▸ SUPPLIED RECORDS:
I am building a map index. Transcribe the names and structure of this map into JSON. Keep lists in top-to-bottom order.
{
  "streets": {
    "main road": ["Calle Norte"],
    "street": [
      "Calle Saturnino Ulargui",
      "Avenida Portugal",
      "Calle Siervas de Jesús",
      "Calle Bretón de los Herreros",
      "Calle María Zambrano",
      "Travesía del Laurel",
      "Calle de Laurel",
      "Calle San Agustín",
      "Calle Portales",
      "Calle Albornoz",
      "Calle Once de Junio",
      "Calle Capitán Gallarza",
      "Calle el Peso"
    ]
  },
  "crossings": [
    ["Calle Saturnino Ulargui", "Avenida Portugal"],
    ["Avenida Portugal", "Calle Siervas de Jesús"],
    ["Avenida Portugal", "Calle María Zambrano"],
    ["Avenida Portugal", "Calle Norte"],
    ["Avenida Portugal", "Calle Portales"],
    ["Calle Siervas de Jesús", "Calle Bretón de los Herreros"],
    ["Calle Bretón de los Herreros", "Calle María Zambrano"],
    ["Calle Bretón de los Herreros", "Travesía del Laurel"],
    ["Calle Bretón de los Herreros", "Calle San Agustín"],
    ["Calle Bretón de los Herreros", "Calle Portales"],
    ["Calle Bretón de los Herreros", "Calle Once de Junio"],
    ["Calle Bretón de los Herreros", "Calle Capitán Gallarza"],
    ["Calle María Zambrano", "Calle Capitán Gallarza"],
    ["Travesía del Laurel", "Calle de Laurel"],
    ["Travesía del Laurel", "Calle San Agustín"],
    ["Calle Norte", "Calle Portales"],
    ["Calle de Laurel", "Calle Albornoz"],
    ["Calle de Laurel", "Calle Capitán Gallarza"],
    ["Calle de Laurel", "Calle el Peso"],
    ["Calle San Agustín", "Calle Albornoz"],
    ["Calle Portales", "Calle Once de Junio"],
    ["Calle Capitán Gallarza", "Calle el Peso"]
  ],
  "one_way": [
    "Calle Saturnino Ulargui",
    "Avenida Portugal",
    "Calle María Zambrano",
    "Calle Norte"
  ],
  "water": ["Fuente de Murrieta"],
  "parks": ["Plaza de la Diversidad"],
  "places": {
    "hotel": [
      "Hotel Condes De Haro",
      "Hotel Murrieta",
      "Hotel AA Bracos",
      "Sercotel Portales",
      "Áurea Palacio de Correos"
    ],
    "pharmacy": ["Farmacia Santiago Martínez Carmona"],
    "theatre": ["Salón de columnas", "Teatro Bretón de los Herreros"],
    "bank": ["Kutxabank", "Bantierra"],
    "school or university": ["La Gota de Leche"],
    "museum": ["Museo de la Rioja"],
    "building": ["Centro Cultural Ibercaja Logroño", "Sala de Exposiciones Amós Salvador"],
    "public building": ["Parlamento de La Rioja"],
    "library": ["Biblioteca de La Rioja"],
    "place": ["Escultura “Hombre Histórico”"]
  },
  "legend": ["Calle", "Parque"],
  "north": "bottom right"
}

▸ EXERCISE REQUIREMENTS: The expected output is the complete listing, word for word.

▸ WRITTEN SOLUTION:
I am building a map index. Transcribe the names and structure of this map into JSON. Keep lists in top-to-bottom order.
{
  "streets": {
    "main road": ["Calle Norte"],
    "street": [
      "Calle Saturnino Ulargui",
      "Avenida Portugal",
      "Calle Siervas de Jesús",
      "Calle Bretón de los Herreros",
      "Calle María Zambrano",
      "Travesía del Laurel",
      "Calle de Laurel",
      "Calle San Agustín",
      "Calle Portales",
      "Calle Albornoz",
      "Calle Once de Junio",
      "Calle Capitán Gallarza",
      "Calle el Peso"
    ]
  },
  "crossings": [
    ["Calle Saturnino Ulargui", "Avenida Portugal"],
    ["Avenida Portugal", "Calle Siervas de Jesús"],
    ["Avenida Portugal", "Calle María Zambrano"],
    ["Avenida Portugal", "Calle Norte"],
    ["Avenida Portugal", "Calle Portales"],
    ["Calle Siervas de Jesús", "Calle Bretón de los Herreros"],
    ["Calle Bretón de los Herreros", "Calle María Zambrano"],
    ["Calle Bretón de los Herreros", "Travesía del Laurel"],
    ["Calle Bretón de los Herreros", "Calle San Agustín"],
    ["Calle Bretón de los Herreros", "Calle Portales"],
    ["Calle Bretón de los Herreros", "Calle Once de Junio"],
    ["Calle Bretón de los Herreros", "Calle Capitán Gallarza"],
    ["Calle María Zambrano", "Calle Capitán Gallarza"],
    ["Travesía del Laurel", "Calle de Laurel"],
    ["Travesía del Laurel", "Calle San Agustín"],
    ["Calle Norte", "Calle Portales"],
    ["Calle de Laurel", "Calle Albornoz"],
    ["Calle de Laurel", "Calle Capitán Gallarza"],
    ["Calle de Laurel", "Calle el Peso"],
    ["Calle San Agustín", "Calle Albornoz"],
    ["Calle Portales", "Calle Once de Junio"],
    ["Calle Capitán Gallarza", "Calle el Peso"]
  ],
  "one_way": [
    "Calle Saturnino Ulargui",
    "Avenida Portugal",
    "Calle María Zambrano",
    "Calle Norte"
  ],
  "water": ["Fuente de Murrieta"],
  "parks": ["Plaza de la Diversidad"],
  "places": {
    "hotel": [
      "Hotel Condes De Haro",
      "Hotel Murrieta",
      "Hotel AA Bracos",
      "Sercotel Portales",
      "Áurea Palacio de Correos"
    ],
    "pharmacy": ["Farmacia Santiago Martínez Carmona"],
    "theatre": ["Salón de columnas", "Teatro Bretón de los Herreros"],
    "bank": ["Kutxabank", "Bantierra"],
    "school or university": ["La Gota de Leche"],
    "museum": ["Museo de la Rioja"],
    "building": ["Centro Cultural Ibercaja Logroño", "Sala de Exposiciones Amós Salvador"],
    "public building": ["Parlamento de La Rioja"],
    "library": ["Biblioteca de La Rioja"],
    "place": ["Escultura “Hombre Histórico”"]
  },
  "legend": ["Calle", "Parque"],
  "north": "bottom right"
}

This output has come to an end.